Task instructions — Which of the lines in the data below contain the string "fabs"? Copy each of them.

(Saved entries)

:::::

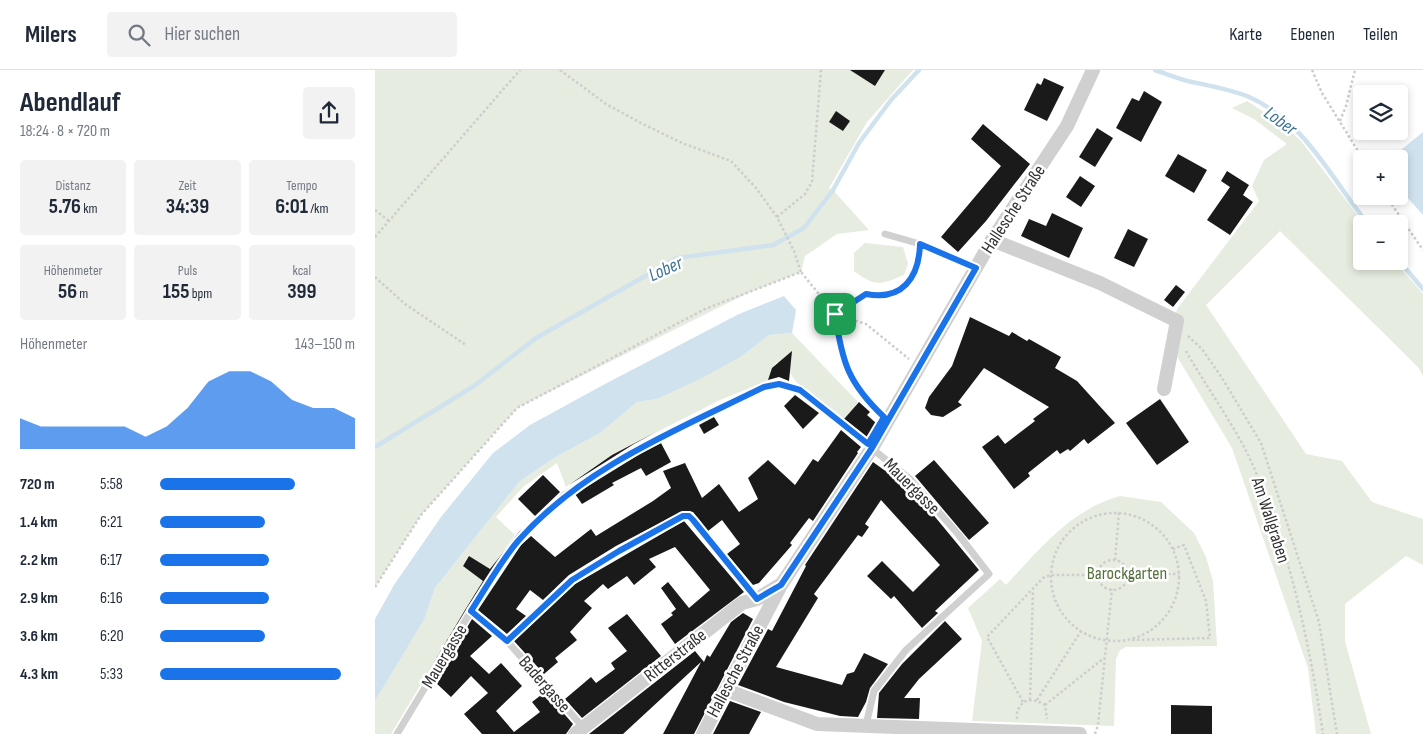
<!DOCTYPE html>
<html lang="de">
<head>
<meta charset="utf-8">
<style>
  :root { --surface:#fff; --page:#f2f2f3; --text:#1f2937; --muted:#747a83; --line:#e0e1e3; --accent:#1a73e8 }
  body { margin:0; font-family:"Sofia Sans Condensed",sans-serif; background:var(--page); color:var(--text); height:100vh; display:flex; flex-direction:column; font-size:19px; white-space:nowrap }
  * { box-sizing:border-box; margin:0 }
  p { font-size:16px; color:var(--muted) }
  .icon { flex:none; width:28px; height:28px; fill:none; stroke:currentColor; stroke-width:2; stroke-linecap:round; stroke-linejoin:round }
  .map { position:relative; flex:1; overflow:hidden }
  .sheet { display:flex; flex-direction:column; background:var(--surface); width:375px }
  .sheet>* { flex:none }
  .fabs { position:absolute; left:978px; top:15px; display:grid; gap:10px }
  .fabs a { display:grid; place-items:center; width:55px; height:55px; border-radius:5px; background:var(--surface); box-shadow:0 2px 8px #0003; font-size:25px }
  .pin { position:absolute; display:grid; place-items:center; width:42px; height:42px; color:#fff; margin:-21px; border-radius:10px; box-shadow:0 2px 8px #0006 }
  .round { display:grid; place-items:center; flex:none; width:52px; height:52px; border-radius:5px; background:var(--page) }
  .summary { display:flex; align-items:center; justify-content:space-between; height:85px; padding:0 20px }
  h1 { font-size:28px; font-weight:700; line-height:38px }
  .figures { display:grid; grid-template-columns:repeat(3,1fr); gap:8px; height:85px; padding:5px 20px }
  .figures div { display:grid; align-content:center; border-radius:5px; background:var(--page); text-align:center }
  .figures b { font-size:21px; font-weight:700 }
  .figures small { font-size:14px; font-weight:400 }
  .figures p { font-size:14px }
  .chart { height:140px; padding:10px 20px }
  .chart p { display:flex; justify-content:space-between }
  .chart svg { width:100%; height:90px; margin-top:5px; fill:var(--accent); opacity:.7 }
  ul { padding:0 20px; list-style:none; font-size:16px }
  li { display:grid; grid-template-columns:80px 60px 1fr; align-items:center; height:38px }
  li i { height:12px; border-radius:6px; background:var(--accent) }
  header { display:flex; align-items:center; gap:30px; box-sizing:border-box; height:70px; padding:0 25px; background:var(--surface); border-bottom:1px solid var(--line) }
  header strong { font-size:24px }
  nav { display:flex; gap:28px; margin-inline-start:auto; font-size:18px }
  .search { width:350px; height:45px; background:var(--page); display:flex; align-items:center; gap:12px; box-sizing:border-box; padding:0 18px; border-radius:5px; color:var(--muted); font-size:19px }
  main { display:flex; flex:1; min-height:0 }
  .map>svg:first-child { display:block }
  .green { fill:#e6ecdf }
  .water { fill:#cfe2ee }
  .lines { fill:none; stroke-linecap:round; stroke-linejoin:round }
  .stream { stroke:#cfe2ee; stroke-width:4.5 }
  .building { fill:#1a1a1a }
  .path { stroke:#cdcdcd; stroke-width:2.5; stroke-dasharray:2.5 2.5; stroke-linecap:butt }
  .lane { stroke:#d0d0d0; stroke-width:7 }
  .street { stroke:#d0d0d0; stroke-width:14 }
  .route-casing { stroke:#fff; stroke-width:10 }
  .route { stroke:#1a73e8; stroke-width:6 }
  .labels { text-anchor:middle; stroke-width:5; stroke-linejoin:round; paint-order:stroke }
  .street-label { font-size:18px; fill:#333; stroke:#fff }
  .park-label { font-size:18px; fill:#56703f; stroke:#fff }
  .water-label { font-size:19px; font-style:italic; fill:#3f7597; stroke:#fff }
</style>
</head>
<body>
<header>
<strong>Milers</strong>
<div class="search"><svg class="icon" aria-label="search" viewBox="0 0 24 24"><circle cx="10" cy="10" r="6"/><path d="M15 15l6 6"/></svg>Hier suchen</div>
<nav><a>Karte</a><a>Ebenen</a><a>Teilen</a></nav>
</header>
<main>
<section class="sheet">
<div class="summary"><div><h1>Abendlauf</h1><p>18:24 · 8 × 720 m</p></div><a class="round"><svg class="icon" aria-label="share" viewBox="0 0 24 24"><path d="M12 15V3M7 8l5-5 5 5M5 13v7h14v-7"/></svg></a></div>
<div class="figures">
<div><p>Distanz</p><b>5.76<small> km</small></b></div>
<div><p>Zeit</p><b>34:39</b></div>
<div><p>Tempo</p><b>6:01<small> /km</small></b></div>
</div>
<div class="figures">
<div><p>Höhenmeter</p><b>56<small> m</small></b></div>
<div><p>Puls</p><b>155<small> bpm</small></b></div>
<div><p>kcal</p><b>399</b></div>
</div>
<div class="chart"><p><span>Höhenmeter</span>143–150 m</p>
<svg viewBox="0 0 160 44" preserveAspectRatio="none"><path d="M0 44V29L10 33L20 33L30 33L40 33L50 33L60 38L70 33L80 24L90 11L100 6L110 6L120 11L130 20L140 24L150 24L160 29V44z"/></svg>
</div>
<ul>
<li><b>720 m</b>5:58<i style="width:69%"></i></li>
<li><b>1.4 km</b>6:21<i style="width:54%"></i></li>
<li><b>2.2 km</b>6:17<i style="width:56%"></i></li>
<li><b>2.9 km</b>6:16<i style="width:56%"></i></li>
<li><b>3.6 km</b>6:20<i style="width:54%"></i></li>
<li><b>4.3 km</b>5:33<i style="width:93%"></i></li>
</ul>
</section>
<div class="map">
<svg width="1048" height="664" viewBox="0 0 1048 664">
  <rect width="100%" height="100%" fill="#fff"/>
  <g class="green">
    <polygon points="0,0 538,0 492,52 454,118 458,120 494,160 462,164 430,186 426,202 375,222 142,338 46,445 0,517"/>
    <polygon points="872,31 909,55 926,71 989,154 986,154 986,191 1020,191 1048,224 1048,306 1043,297 905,161 831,235 931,384 967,391 997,432 1048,449 1048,495 1031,486 970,534 970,571 996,664 941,664 933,598 857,378 794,273 802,239 884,131 877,116 889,90 912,74 879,49 857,38"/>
    <path d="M490,173L528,177L533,194L529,205C505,215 500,217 479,201V183Z"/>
    <polygon points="417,263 483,332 469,349 421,312 410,295 401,293 397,299 396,309 345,330 237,385 191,417 182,393 148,417 121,447 140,465 115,499 94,486 88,495 108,511 16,664 0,664 0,631 49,550 60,518 144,412 179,388 225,363 262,332 282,329 367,286 394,265"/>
    <path d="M745,426L786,432L819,463L831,487L838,511L842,576L751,577L745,580L741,589L739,656L597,651L607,571L593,538L625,509L631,515C665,479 695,440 745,426Z"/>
  </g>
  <g class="water">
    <polygon points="1048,62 1048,145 1024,118 1024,89 1016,88"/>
    <polygon points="409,226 421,240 417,263 394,265 367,286 325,309 282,329 262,332 225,363 179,388 144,412 60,518 49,550 0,631 0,549 19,515 66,447 118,383 155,355 230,314 364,244"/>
  </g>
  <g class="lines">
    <g class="stream">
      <path d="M780,0C792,4 804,9 817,12C836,16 853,19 872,26C930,51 955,107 993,154"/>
      <polyline points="1024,191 1048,219"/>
      <polyline points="0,377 99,316 161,268 302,188 398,175 429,158 458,120 484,73 516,30 544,0"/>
    </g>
  </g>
  <g class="building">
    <polygon points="475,0 510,0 500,16"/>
    <polygon points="669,8 689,17 672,51 649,40 662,13 666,15"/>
    <polygon points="769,21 787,32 766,72 741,58 757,28 764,31"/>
    <polygon points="461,41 475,51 468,61 454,52"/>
    <polygon points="608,54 655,94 611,151 583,182 566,167 626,96 596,69"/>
    <polygon points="722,58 738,68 720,97 704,87"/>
    <polygon points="803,84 832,100 819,123 790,106"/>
    <polygon points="852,101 874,115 868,125 878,132 855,165 832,150 855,117 846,111"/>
    <polygon points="705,106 720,116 706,137 691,127"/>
    <polygon points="677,143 708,158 694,188 646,166 654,149 671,156"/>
    <polygon points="753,159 773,169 759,197 739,188"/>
    <polygon points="801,215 810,222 798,237 789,230"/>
    <polygon points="595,247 634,266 637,262 652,271 654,269 686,287 680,298 702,311 740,353 713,374 709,369 695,381 693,379 685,384 682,380 653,403 655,406 639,419 607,377 623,365 630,374 660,351 658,349 674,337 609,298 583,332 587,335 568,347 556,345 550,338 554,327 577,296"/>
    <polygon points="417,281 414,311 404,307 393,310 397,298"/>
    <polygon points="420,325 444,343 428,359 409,336"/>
    <polygon points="785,329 814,372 782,395 751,353"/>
    <polygon points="484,332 495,342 492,345 501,353 493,368 469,349"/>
    <polygon points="339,347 344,355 329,364 324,355"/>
    <polygon points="466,360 486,377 482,382 483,383 438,451 434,448 415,473 417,475 384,513 378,515 352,484 365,474 347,450 333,461 318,442 308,441 241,476 194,505 168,530 155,520 141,539 151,546 132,564 103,540 146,475 156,466 180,487 216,459 221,466 278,431 296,418 288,401 310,393 327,428 344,414 364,442 383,429 373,408 393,390 420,415 438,389 443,392"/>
    <polygon points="281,362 259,374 194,415 237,385"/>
    <polygon points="286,373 296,392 271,406 266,398 237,413 239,415 207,434 200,424 265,384"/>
    <polygon points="559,390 614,453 594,470 540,406"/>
    <polygon points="498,392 530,415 532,413 604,500 560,541 563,543 547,558 519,526 516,529 492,506 507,491 538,522 565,495 506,430 490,454 494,457 487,467 483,465 439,524 443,528 401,597 467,615 472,604 479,602 489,583 513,594 495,618 491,632 483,647 465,646 409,632 363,615 393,559 397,561 431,496 430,495"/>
    <polygon points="168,405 185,422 160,446 143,429"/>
    <polygon points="309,451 369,522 300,574 286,554 298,545 296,543 301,539 286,518 293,512 314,538 335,520 300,477 274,489 281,497 259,515 252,506 233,519 228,514 209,531 217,538 195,562 202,570 180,588 183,592 169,604 139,571 200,514"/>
    <polygon points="147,458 92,538 52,604 90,540 108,511 88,496 94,486 115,499"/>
    <polygon points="368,543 378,549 319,664 288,664 326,592 248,664 214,664 320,581 329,592 332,585 335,587 356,552"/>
    <polygon points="252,544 286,586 207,648 190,629 216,607 221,613 240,599 236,593 252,581 233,558"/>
    <polygon points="97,549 117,566 95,586 114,604 126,593 147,616 121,641 139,662 165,642 157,632 170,622 198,654 191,664 107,664 89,644 113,623 96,606 76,627 60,612"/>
    <polygon points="570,551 587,569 544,609 529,628 545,628 544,649 502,648 504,623 527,594"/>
    <polygon points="355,631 386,642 374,664 338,664"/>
    <polygon points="796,635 837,636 837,664 796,664"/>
  </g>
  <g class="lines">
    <g class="path">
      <polyline points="185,0 231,34 266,53 307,73 356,91 381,118 402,147 419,181 426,202"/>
      <polyline points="937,0 947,23 988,89"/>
      <polyline points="965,51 971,36 980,0"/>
      <polyline points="1011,126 1048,180"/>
      <polyline points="0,140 14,151"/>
      <polyline points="402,147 430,124 437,112 446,0"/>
      <polyline points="0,167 145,0"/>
      <polyline points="0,207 30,234 91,275"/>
      <polyline points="813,266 827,279 847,308 886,373 944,552 962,664"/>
      <path d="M811,281C833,320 862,358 880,400C915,483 935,575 948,664"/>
      <path d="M502,341C472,312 466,284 460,244L491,224C509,228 530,223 539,205C542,200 543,192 545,186"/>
      <circle cx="740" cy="507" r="64"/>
      <polyline points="740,490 744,442"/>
      <circle cx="738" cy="505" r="15"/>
      <polyline points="753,504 804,504"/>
      <polyline points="0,517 46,445 142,338 330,239 426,202 460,244 491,254 534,289"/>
      <polyline points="757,570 835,568 831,531 809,475 798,479"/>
      <polyline points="655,630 658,520"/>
      <polyline points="662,630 706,561"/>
      <polyline points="648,632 612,567 668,508 675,505 723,505"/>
      <polyline points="670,635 729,588"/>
      <path d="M642,649V641L648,632C657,629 662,630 670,635L672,649"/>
      <polyline points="720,664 723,655 737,519"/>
    </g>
    <g class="lane">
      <polyline points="510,164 545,174 601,197"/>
      <polyline points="96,541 132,571"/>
      <polyline points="208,657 132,571 197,510 244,481 308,446 314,446 382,529"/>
      <polyline points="22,664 96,541 142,472 189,425 262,379 389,317 404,314 425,321 535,409 583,464 614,504 531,580 499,621 491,655"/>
    </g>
    <g class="street">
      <polyline points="617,170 725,213 802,251 789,319"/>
      <polyline points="351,620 442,654 705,664"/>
      <polyline points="200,664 367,533 382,529 405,515"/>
      <polyline points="328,664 406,515 497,378 617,170 692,56 718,0"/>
    </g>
  </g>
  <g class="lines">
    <defs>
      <path id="route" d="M545,174L601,198L497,378L406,515L382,529L318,450L314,446H308L244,481L197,510L132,571L96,541C111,518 125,492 143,471C208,397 302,360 389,317L404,314L425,320L493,374L509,347C473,313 467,292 460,244L491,224C527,231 544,208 545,174Z"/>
    </defs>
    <use href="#route" class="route-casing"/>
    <use href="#route" class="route"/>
  </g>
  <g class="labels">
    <g class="street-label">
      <text transform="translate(638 139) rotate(-57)" y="6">Hallesche Straße</text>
      <text transform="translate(537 416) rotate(45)" y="6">Mauergasse</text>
      <text transform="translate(896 450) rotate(72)" y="6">Am Wallgraben</text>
      <text transform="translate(300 585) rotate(-38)" y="6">Ritterstraße</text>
      <text transform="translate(69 586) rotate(-59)" y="6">Mauergasse</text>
      <text transform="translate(360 601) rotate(-62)" y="6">Hallesche Straße</text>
      <text transform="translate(170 614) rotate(49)" y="6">Badergasse</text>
    </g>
    <g class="park-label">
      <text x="752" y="509">Barockgarten</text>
    </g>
    <g class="water-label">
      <text transform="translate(906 50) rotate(36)" y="7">Lober</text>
      <text transform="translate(290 198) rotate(-24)" y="7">Lober</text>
    </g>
  </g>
</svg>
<div class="fabs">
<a><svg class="icon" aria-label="layers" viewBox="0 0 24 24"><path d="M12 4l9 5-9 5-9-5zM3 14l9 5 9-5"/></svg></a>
<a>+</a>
<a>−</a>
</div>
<div class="pin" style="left:460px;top:244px;background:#1e9e55"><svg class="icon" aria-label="arrive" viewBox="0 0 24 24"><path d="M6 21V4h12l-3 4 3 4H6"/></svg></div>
</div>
</main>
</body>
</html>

:::::

Your response —
  .fabs { position:absolute; left:978px; top:15px; display:grid; gap:10px }
  .fabs a { display:grid; place-items:center; width:55px; height:55px; border-radius:5px; background:var(--surface); box-shadow:0 2px 8px #0003; font-size:25px }
<div class="fabs">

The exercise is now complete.